シュン 主人公  54歳独身 サラリーマン
クトー 旅の仲間 小中学生のラグビーコーチ
アンリ 旅の仲間 心理カウンセラー
ホリアーティ 旅の仲間 占い師
ナスちゃん 旅の仲間 看護士
ニバミン 旅の仲間 ダイエット指導者
神林(株)ゴールデン•スパイラル 開発担当
千川部長 シュンの出向先の元上司
籠井先生 シュンの小学校の担任
平山先生 シュンの中学校の陸上部顧問
魂の指南役 正体不明
片次 シュンの描く漫画の主人公
もやい様 片次の旅仲間

【絶望】

『シュンさん、すごいじゃないですか?検索したら、LINEスタンプ見つかりましたよ。駅で販売されてるという絵はがき是非手にしたいです!』
グランドメッセージで仲間全員にこれまでの成果を掲載してみた。こんなに大々的に発表したのは初めてだったから、オーディションに参加したよう面持ちだった。夢を追う同じ志をもった仲間だけど、それでも他人だ。過去の経験から構えてしまう。しかし、不安は一瞬に消し飛んだ。反応は良かった!全員とは言わないが、好意的なコメントが多く寄せられた。それで十分すぎるほどだ。
ただやってきたことを承認してくれたおかげで、それを自分で素直に受け入れることができた。人生で全く何もしなかったわけじゃない。残してきたものはある。ワークの効果を実感できて、正直うれしい。そんなこともあり、平日の朝はただ予定に急かされて職場に出向くだけだが、今朝はちがう。気分も乗ってて、なんだか職場での時間も楽しい。うまく回っているし、順調そのもの。何か新しいことにチャレンジしよう。無縁だった海外旅行なんかを計画するのどうだろう。いい夢だ。そうださっそくパンフレットを手に入れよう。なんだかワクワクしてきた。

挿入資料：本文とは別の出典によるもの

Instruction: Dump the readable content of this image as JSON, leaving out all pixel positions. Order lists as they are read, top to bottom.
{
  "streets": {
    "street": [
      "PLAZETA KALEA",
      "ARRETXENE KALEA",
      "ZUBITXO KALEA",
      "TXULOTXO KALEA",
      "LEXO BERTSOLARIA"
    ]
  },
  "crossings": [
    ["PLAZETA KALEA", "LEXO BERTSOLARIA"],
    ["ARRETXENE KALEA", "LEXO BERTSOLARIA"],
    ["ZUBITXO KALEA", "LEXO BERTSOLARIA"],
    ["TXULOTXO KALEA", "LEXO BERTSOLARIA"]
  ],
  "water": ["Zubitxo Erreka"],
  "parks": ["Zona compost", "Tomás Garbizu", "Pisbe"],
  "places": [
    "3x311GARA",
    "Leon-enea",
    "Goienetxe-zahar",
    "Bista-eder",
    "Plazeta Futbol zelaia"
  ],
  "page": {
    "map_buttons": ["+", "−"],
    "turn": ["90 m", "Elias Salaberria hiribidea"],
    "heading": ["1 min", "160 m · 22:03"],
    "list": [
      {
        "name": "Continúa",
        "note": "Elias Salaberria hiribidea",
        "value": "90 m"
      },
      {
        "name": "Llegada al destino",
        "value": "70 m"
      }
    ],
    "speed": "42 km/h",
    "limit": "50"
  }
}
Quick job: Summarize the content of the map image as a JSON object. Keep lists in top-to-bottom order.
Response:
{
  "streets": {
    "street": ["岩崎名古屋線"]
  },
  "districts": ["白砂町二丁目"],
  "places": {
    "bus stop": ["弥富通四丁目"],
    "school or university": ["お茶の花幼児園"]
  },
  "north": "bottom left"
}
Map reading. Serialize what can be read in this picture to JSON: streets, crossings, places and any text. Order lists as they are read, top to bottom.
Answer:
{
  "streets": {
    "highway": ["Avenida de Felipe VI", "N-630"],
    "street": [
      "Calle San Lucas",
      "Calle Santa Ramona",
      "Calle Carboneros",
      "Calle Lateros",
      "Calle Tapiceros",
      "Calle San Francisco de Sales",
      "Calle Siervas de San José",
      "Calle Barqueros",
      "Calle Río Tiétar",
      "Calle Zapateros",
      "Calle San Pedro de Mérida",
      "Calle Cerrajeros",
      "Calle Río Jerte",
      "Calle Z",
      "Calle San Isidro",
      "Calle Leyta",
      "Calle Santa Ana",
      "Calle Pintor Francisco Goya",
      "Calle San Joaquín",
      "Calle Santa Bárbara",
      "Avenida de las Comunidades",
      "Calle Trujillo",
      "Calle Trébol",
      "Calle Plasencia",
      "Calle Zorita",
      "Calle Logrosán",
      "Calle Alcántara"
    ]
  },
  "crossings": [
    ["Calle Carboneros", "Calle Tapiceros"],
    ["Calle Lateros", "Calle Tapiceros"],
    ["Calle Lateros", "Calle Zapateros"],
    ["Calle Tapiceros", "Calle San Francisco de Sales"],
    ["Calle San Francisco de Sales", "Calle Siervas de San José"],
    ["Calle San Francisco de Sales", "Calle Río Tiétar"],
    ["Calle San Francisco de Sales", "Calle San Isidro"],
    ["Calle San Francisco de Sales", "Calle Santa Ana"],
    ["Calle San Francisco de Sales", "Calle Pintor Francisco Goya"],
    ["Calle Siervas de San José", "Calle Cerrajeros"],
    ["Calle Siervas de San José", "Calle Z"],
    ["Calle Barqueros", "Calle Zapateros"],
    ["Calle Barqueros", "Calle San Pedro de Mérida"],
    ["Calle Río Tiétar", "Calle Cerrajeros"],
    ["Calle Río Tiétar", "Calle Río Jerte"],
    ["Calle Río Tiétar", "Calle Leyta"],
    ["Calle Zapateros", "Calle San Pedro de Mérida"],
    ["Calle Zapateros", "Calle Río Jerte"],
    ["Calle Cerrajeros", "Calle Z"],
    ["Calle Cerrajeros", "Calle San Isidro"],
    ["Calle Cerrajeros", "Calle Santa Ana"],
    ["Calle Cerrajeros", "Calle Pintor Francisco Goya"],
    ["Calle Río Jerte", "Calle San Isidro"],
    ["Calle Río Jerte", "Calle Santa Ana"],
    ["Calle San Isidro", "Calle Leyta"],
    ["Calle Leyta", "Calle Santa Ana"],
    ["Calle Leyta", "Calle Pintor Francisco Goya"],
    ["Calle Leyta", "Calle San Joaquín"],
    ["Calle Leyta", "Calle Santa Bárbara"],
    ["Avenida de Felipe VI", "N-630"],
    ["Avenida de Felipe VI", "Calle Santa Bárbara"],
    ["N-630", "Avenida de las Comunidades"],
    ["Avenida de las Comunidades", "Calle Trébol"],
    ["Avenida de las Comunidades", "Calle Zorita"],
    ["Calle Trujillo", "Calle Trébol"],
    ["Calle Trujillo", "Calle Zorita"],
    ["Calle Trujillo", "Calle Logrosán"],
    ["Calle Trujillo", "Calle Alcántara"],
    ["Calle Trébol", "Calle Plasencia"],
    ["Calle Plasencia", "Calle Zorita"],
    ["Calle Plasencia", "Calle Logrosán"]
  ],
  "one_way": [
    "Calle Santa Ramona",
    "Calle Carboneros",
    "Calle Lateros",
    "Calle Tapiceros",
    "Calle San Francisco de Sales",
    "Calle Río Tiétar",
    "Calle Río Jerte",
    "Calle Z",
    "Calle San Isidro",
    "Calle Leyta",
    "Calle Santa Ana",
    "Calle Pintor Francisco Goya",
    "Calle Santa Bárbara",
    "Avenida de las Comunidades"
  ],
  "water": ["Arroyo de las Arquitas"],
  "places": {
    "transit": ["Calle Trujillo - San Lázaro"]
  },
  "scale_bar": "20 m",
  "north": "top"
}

帰宅後、さらにワークをすすめるべくCDGをかけてみたが、楽しい将来に思いをはせてみた。とびっきり楽しい夢だ。輪郭がハッキリしてきたのは、フランス西海岸、モン・サン・ミッシェルだ。日本でも大人気の観光地。サン・マロ湾に浮かぶ島とそこにそびえる修道院でユネスコの世界遺産だ。巨大な皿に建物がデコレートされた姿は絵画そのものといっていい。橋を渡り近づいてみた。現地に行かなくても、CDGならイメージできるのだ。早く気づけばよかった。ゴールデンスパイラルの神林さんありがとう!島は多くの観光客で賑わっている。コカコーラの看板を見つけた。ええっ?一杯6ユーロ(約1000円)もするの?と驚いてしまった。でも一口飲んで感じる!この雰囲気でコスパ最高。さぁ修道院目指して歩くぞ!とコーラを飲みほしたが、足が進まない。何かが足に絡まっている。足元に目をやると、砂地に足がうまっていたのだ。陸地と島は遠浅の砂浜で、潮の流れが早い。8キロも流れるようだ。昔の巡礼者は命がけで渡ったらしい。現在は橋があり、潮の満ち引きに関係なく渡れるのだが、僕は何を思ったか、砂浜に降りてしまっているのだ。満ちる前にここから上がらないと。焦りが生まれる。すると、強い満ち潮が流れてきた。ヤバい状況だ。冷静に考えた。
何か不安が具現化してきたのではないか?臨場感はあるが、ここはオズウェイだ。実際に行った旅行先での楽しかった思い出をイメージした。すると、足元から海水は引き、頑丈な地面を感じることができた。
残念なことに島がずいぶん遠くなり、まるで美しいタペストリーのようになってしまった。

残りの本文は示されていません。